屋内暖意融融,笑声不断,只是一旁的夏兰垂下了眼帘,盯着跳动的火苗,不知想到了什么。
这些天,夏花每日都安排得满满的,上晌,裁剪衣裳,下晌,设计针绣图案,时不时,还要趁着夜幕约个小会。
自打大房向二房送去了炭,李燕蓉就天天窝在西厢房,甭提多舒适,只是觉着太少,不过这个冬快完了,应是够的。
姜氏穷苦了大半辈子,节俭惯了,瞧着满满一箩筐炭,她还是省着用,这木炭质地紧密,横截面全部烧透,重量较重,敲击时声音清脆,是上好的木炭,留些明年冬天还能用。
夏花裁剪完一套衣裳,出来透透风,便往堂屋去了,她瞧着堂屋的角度放着一盆炭,炭少,屋子宽敞,故而并未有多少暖意。
「奶,你别省着,用完了,阿花给你送来就是。」夏花道。
「不冷呢,奶活动着,况这么多年没有还不是过了,别浪费,这么贵重的东西留着明年还能用。」姜氏道。
「奶,明年,阿花早早就给您备下,日后咱们的冬天都是暖暖和和的。」夏花道。
姜氏瞧着夏花一脸认真,心里慰贴极了,眼神越发慈祥。
夏花见此,忙去添了些炭到火盆,不多久,火就大了,屋子似乎暖和多了。
「奶,咱一会儿再来,先去裁剪衣裳了。」夏花道。
姜氏听闻,哈哈一笑,「鬼机灵,放心,你待会好好察看,奶是不是偷偷取了几块木炭出去。」
夏花嘻嘻笑着出去了。
…….
时间不等人,一晃,约莫六日就大年三十,夏花想着家家事情都忙,故而打算明儿绣坊就不上工了。

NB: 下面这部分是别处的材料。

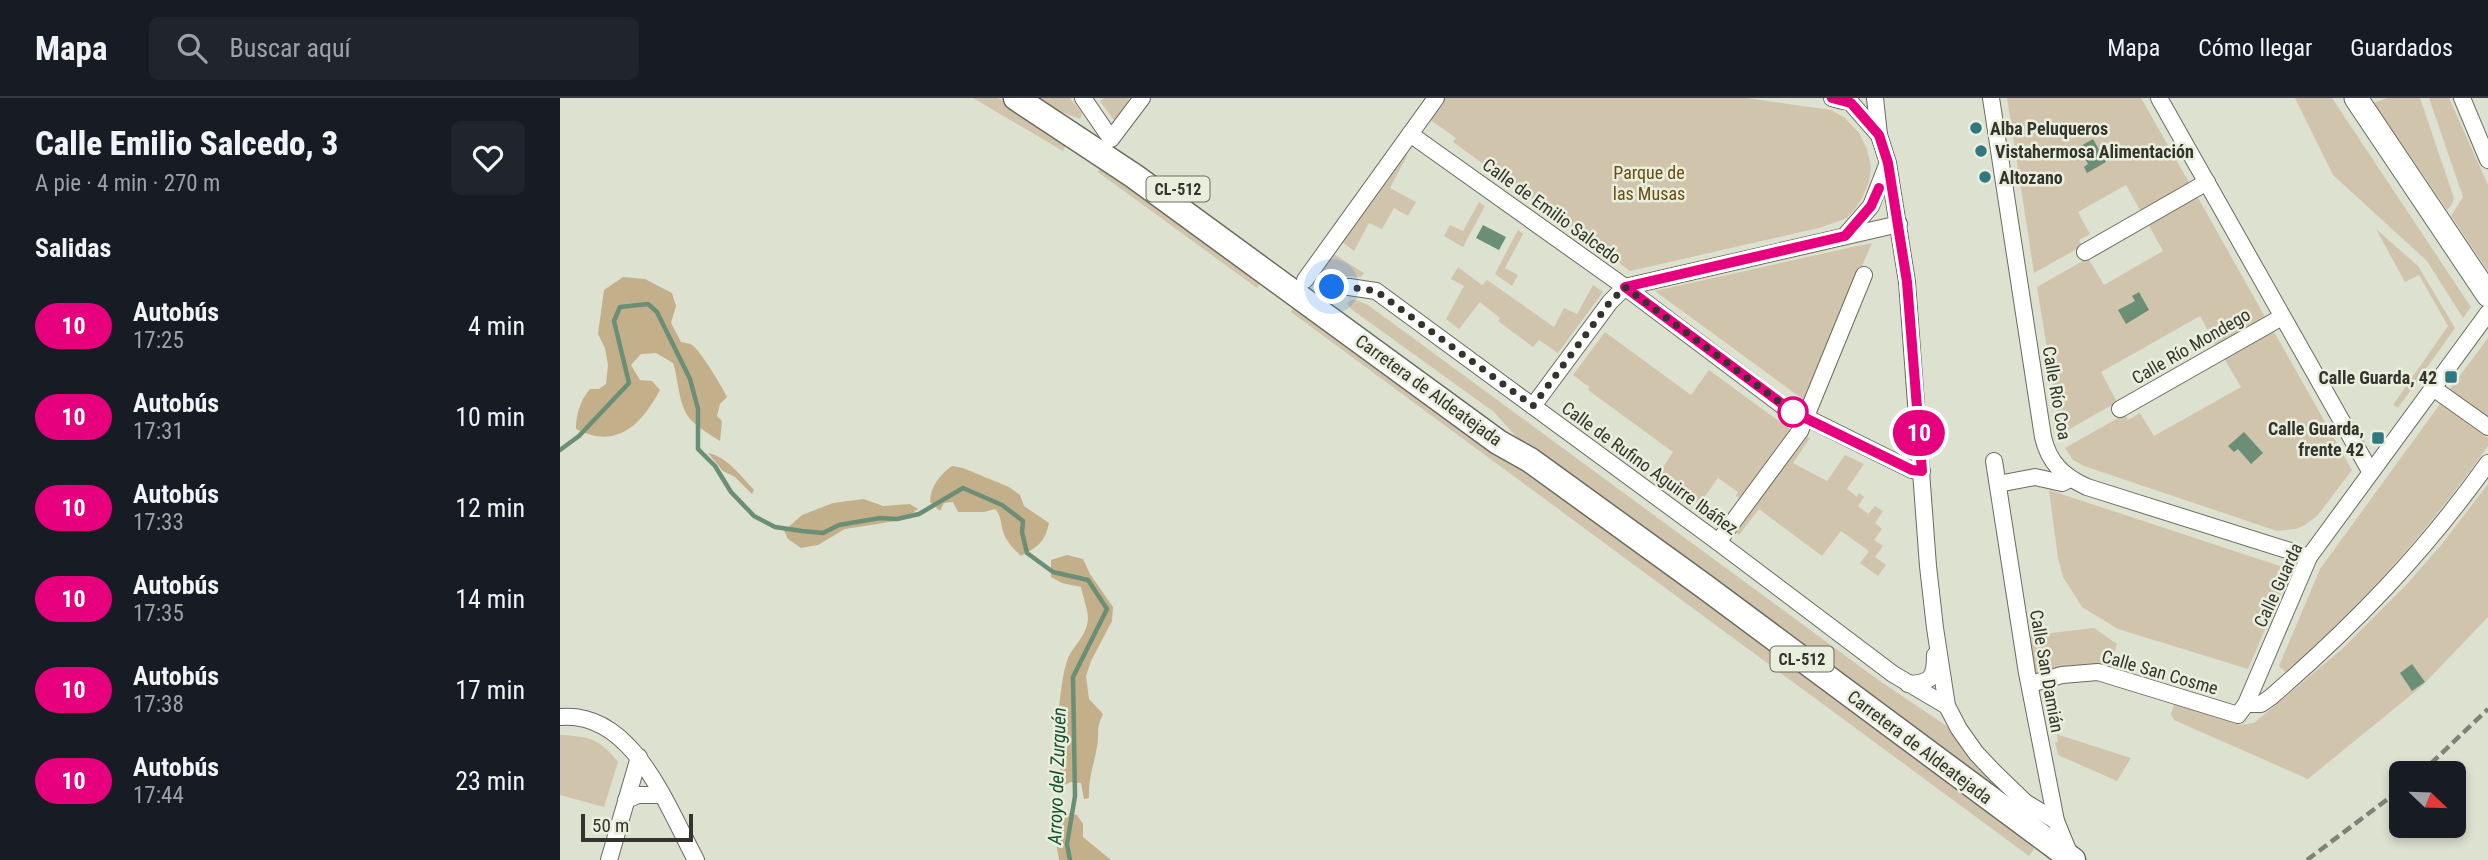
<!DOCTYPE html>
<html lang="es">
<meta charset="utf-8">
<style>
:root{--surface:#171b24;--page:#20242c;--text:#f1f3f6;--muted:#9ea1a6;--line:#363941}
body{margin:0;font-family:"Roboto Condensed",sans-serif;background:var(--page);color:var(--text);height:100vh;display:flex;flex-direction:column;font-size:26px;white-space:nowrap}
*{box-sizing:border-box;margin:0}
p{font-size:23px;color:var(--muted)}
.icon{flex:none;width:38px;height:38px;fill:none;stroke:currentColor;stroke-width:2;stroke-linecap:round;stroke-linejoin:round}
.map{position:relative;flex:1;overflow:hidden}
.drawer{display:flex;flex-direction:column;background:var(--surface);width:560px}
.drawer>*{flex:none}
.badge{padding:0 14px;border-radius:23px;font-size:24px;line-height:46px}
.needle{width:46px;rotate:113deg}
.tools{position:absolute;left:1829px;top:663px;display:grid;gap:14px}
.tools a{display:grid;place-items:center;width:77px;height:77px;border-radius:10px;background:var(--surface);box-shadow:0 4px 10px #0003;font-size:35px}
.scale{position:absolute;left:21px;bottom:18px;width:112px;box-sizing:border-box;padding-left:7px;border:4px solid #33342d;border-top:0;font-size:19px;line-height:24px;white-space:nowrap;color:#33342d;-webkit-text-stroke:5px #eaeedd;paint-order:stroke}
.you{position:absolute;width:35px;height:35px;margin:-18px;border:5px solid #fff;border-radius:50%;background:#1a73e8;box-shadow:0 0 0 10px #1a73e833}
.map>.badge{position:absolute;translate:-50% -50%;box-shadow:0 0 0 4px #fff}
h2{padding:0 35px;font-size:26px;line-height:63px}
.round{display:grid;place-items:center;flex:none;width:74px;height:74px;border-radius:10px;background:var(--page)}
.overview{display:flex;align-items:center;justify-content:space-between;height:119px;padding:0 35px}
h1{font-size:33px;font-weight:800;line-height:52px}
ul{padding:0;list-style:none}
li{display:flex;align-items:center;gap:21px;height:91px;padding:0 35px}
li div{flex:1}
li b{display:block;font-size:26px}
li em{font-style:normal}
li .badge{min-width:77px;font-weight:700;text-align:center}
header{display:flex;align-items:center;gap:42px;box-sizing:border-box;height:98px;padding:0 35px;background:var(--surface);border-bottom:2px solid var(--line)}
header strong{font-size:33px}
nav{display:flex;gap:38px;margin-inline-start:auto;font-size:24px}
.search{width:490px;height:63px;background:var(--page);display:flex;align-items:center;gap:18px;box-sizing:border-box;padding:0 24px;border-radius:10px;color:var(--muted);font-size:26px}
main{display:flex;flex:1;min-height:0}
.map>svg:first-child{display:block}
</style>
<header>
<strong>Mapa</strong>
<div class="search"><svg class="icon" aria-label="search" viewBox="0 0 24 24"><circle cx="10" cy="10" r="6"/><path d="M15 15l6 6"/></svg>Buscar aquí</div>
<nav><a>Mapa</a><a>Cómo llegar</a><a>Guardados</a></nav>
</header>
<main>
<section class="drawer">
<div class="overview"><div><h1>Calle Emilio Salcedo, 3</h1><p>A pie · 4 min · 270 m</p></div><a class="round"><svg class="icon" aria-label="heart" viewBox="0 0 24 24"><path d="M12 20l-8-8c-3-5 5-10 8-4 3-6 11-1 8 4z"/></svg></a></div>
<h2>Salidas</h2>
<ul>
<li><span class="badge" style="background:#e6007e;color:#fff">10</span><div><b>Autobús</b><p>17:25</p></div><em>4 min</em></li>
<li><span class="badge" style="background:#e6007e;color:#fff">10</span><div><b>Autobús</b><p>17:31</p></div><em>10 min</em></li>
<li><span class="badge" style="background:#e6007e;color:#fff">10</span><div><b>Autobús</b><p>17:33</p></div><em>12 min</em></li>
<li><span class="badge" style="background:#e6007e;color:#fff">10</span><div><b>Autobús</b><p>17:35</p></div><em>14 min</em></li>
<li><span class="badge" style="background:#e6007e;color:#fff">10</span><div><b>Autobús</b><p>17:38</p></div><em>17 min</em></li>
<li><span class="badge" style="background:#e6007e;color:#fff">10</span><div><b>Autobús</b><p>17:44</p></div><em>23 min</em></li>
</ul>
</section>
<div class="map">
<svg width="1928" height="762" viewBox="0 0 1928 762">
<rect width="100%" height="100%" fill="#dde1d0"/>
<g fill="#d1c4ad">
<polygon points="413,0 438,0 509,41 503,53"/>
<polygon points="476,0 510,0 522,15 520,21 499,13"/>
<polygon points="544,0 567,0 572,3 556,25 540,3"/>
<polygon points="883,0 1187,0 1271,12 1285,20 1299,35 1307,51 1311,68 1309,84 1302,100 1295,111 1287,120 1259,130 1070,173 893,44 896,40 869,21"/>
<polygon points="1447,0 1581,0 1630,86 1581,114 1566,87 1518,114 1530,136 1519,142 1522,148 1474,175"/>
<polygon points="1735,0 1772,0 1911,209 1903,220 1867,163 1773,77"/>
<polygon points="1827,0 1860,0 1894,100 1892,106 1887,112 1814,5"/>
<polygon points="1869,0 1889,0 1928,87 1928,173 1891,118 1903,99"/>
<polygon points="844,55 847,58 830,90 856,104 848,118 834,110 822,131 809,125 794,153 781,143"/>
<polygon points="545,63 705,179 697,190 538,74"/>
<polygon points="1637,98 1705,219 1656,247 1640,218 1541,274 1557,304 1501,336 1477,189 1528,160 1544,187 1603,153 1588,126"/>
<polygon points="919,104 925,108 903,149 884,138 890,127 903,133"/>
<polygon points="1816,131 1858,168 1895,230 1838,310 1833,307 1888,228 1859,177 1845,184"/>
<polygon points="958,132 963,136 945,170 958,177 952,188 935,176"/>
<polygon points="1312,145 1244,302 1095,193 1288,150"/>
<polygon points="772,155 804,175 801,179 758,177"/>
<polygon points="898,169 922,187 927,182 994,229 1004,210 1017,216 1033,187 1043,194 998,255 979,242 973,249 938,223 940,220 920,204 899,231 886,221 904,188 891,181"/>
<polygon points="790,202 796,202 808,207 1317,581 1391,631 1455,708 960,343 934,314 791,211 787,206"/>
<polygon points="737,203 1473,745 1474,751 1469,758 731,214"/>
<polygon points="1713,232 1792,372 1757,418 1745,427 1736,431 1717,433 1524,368 1513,362 1505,350 1565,316 1568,322 1580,315 1594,338 1681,289 1664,260"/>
<polygon points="1045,234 1131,297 1149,272 1231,332 1181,401 1176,398 1178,394 1158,380 1139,407 1098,377 1113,354 1028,292 1029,289 1013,277"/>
<polygon points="1928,240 1928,320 1890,291"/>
<path d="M1880 306 1928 340V348C1866 435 1805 504 1725 574L1719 568 1760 471Z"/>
<polygon points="1246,338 1250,340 1233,365 1267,383 1285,357 1304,366 1287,391 1297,399 1299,395 1304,399 1298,408 1308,416 1315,408 1323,413 1315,425 1322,431 1314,442 1323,448 1315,459 1326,467 1318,478 1300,465 1309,453 1281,433 1262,458 1199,411 1179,437 1174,433"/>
<polygon points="1928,386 1928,519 1862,588 1748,681 1614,622 1611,617 1614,606 1680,627 1694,625 1781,552 1847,486 1882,446"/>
<polygon points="1489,392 1726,470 1727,480 1688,571 1558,531 1522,509 1503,479 1498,460"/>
<polygon points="1534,530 1557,546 1549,570 1530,567 1471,575 1465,538"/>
<polygon points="1497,636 1499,637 1571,660 1557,683 1498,657 1495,644 1498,644"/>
<path d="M0 637C29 638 40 641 58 664L44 709 0 697Z"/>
</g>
<g fill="#c4af8b">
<path d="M63 179 85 181 112 195 116 208 111 225 121 244C125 245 129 245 132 247 141 253 162 289 167 299L160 306 157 318 162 323 160 343C151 337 140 331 132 323 118 309 119 283 113 265L96 255 81 256 71 267 80 282 92 283 100 292C81 327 57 352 16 331 16 316 20 303 30 291H39L46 286 48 267 45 250 38 236 44 192Z"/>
<path d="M148 355C166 358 182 379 194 392L192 396 175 379 163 373Z"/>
<path d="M392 368 403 370 449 389 460 397 464 408 489 425C485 444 478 449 461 458 454 451 446 444 443 433 440 424 442 419 435 411L424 414H398L393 404 384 405 380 413 370 404C370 389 380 376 392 368Z"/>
<polygon points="304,401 323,408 350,406 358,411 342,422 285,431 258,447 241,450 228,441 224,433 242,417 273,405"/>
<path d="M507 457 523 461 530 476 553 509 552 523 531 563 526 578 529 601 543 616C535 633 540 633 537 649 534 666 528 682 529 700L524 701 521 685 511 684 504 687 497 677C510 658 495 641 498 619 500 602 502 576 508 560 514 547 527 537 528 521 528 512 523 499 521 489L502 485 491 479V462Z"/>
<polygon points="510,715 517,717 523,726 523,739 551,762 499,762 496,744 506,716"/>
</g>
<g fill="#6b8e76">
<polygon points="1533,41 1546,64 1527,75 1524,69 1528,66 1519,49"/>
<polygon points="923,127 946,139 939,152 916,140"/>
<polygon points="1579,194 1589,212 1566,226 1558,212 1575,203 1572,198"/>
<polygon points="1684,334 1703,355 1691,366 1678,351 1674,354 1668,348"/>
<polygon points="1852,566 1865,584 1852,593 1840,575"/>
</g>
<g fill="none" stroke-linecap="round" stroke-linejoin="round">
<polyline stroke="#6b8e76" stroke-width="4.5" points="0,352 19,338 69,285 54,223 60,209 88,206 97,214 130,281 138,311 138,351 155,368 171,394 194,418 215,429 242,433 263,435 279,427 320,420 337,421 359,416 403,390 442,407 463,423 462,434 467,455 493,474 528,482 547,511 513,579 515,698 507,746 510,762"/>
<g stroke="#696c5d" stroke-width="18">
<g id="street">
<polyline points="523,0 551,41 582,0"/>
<polyline points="1272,0 1283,3"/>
<polyline points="1315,0 1319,37 1328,65 1347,184 1368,468 1375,530 1387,608 1399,631 1416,655 1434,674 1465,704 1496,723"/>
<path d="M1431 0 1483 339C1489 365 1503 378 1527 389L1749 459"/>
<polyline points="1599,0 1810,373"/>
<polyline points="1902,0 1928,62"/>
<polyline points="1291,5 1319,37"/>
<polyline points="850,36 1065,189 1223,308 1352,372 1362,373"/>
<polyline points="1285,138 1311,108 1327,67"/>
<polyline points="1525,154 1647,84"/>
<polyline points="745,182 876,0"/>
<polyline points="765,197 772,189 789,189 816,193 1158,444 1333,576 1387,608"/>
<polyline points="1873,290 1928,329"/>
<polyline points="973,308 1050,204 1065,189 1339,126"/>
<polyline points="1560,311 1722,219"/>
<polyline points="1434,363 1467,575 1496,723 1510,757"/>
<polyline points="1438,386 1475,379 1502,385 1510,381"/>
<polyline points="1158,444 1240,333 1304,177"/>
<path d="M1348 586C1371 585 1375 580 1375 557"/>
<polyline points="1470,586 1502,577 1538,574 1678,617 1686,606 1749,459 1928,215"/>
<path d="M1686 606H1701L1711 599C1794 527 1864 455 1928 365"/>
<path d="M0 619C73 612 107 709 136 762"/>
<polyline points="66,702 78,697 101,697"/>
<polyline points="49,762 79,659"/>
</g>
</g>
<g stroke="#696c5d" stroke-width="25">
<polyline id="secondary" points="1796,0 1928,197"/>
</g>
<g stroke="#696c5d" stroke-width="27">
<polyline id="primary" points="456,0 574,78 938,344 970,362 1144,488 1513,762"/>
</g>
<use href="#street" stroke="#fff" stroke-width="16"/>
<use href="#secondary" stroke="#fff" stroke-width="23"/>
<use href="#primary" stroke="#fff" stroke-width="24"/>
<g stroke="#7f8276" stroke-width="4.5" stroke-dasharray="10 5" stroke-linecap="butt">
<polyline points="1860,676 1928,611"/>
<polyline points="1747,762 1841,691"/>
</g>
</g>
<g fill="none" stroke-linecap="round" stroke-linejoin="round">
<g stroke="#fff" stroke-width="16">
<polyline id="line" points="1272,0 1291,5 1319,37 1328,65 1347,184 1362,373 1352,372 1233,314 1065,189 1285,138 1311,108 1319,90"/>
</g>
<use href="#line" stroke="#e6007e" stroke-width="10"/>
<polyline stroke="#33342d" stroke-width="7" stroke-dasharray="0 12.6" points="772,189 789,189 816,193 973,308 1050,204 1065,189 1233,314"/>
</g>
<g fill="#307782" stroke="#eaeedd" stroke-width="2.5">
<circle cx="1416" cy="30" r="7"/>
<circle cx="1421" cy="53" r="7"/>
<circle cx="1425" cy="79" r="7"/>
<rect x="1884" y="272" width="14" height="14" rx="3.5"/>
<rect x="1811" y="333" width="14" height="14" rx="3.5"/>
</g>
<circle fill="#fff" stroke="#e6007e" stroke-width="3.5" cx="1233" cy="314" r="14"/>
<g text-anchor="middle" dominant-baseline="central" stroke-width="5" stroke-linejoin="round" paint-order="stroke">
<g fill="#eaeedd" stroke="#6a6c62" stroke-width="2">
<rect x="586.5" y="78.5" width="63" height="25" rx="5"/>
<rect x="1210.5" y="548.5" width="63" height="25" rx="5"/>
</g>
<g font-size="16" font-weight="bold" fill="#33342d">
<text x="618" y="91">CL-512</text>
<text x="1242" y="561">CL-512</text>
</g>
<g font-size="18" font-weight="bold" fill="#33342d" stroke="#eaeedd" text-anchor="start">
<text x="1430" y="30">Alba Peluqueros</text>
<text x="1435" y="53">Vistahermosa Alimentación</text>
<text x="1439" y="79">Altozano</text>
<text x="1877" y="279" text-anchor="end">Calle Guarda, 42</text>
<text x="1804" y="330" text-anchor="end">Calle Guarda,<tspan x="1804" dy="21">frente 42</tspan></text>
</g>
<g font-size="18" fill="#6a4d10" stroke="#eaeedd">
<text x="1089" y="74">Parque de<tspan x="1089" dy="21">las Musas</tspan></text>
</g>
<g font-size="18" fill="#33342d" stroke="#eaeedd">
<text transform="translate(992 113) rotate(36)">Calle de Emilio Salcedo</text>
<text transform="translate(1631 248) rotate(-30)">Calle Río Mondego</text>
<text transform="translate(869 292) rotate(36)">Carretera de Aldeatejada</text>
<text transform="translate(1497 295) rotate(80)">Calle Río Coa</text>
<text transform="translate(1090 370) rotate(36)">Calle de Rufino Aguirre Ibáñez</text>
<text transform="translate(1718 487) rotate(-65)">Calle Guarda</text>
<text transform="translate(1487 573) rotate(80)">Calle San Damián</text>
<text transform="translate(1600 574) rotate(16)">Calle San Cosme</text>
<text transform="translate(1360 649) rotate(37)">Carretera de Aldeatejada</text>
</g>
<g font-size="19" font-style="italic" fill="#15512f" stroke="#eaeedd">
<text transform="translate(497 678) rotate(-88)">Arroyo del Zurguén</text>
</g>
</g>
</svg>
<div class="tools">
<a><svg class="needle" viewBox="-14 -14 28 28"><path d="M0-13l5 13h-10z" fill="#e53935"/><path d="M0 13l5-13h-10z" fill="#9ea1a6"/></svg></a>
</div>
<div class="scale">50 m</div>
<div class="you" style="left:772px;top:189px"></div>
<b class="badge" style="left:1359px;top:335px;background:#e6007e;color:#fff">10</b>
</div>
</main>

下工后,夏花清点了各人绣件。第二日一早,又去镇上买了些姑娘们用的头花,爱吃的糕点等等,每人包了一个礼包。下工后,连带工钱一併给了。
众人喜不自禁,无不唏嘘,这一年过得忒快了。
夏花瞧着大伙儿没有要走的迹象,笑道:「怎么?来年,你们都不愿意去府城?」
众人一听,急忙摆头,倒是有人反应过来,这是让她们快回去了。
「回去吧,咱们住的又不远,要见哪日不可见,况,明年咱们可是要再聚府城的,对了,初十之前去或不去都给咱支一声。」夏花道。
众人应诺,依依不舍,陆续出了夏家大院。
夏花一直跟着走,直到走到分叉口,众人各自散去,她方转身。走进绣坊,挨着瞧瞧每人的座位,姑娘们的神情她都能回忆一二,即使是她不甚在意的夏兰,她也能记得。虽说,姑娘们都是来上工的,然,她们都是一般大小,好些还是亲人,经过这一年的相处,感情自是越发密切。这会儿子,瞧着空荡荡的一片,竟有些惆怅。
「花姐姐,阿花…..」身后传来一阵脚步声。
夏花回头,见曹家姐妹并孙甜甜过来了,几人相视一笑,原来众人的感受都是相差无几的。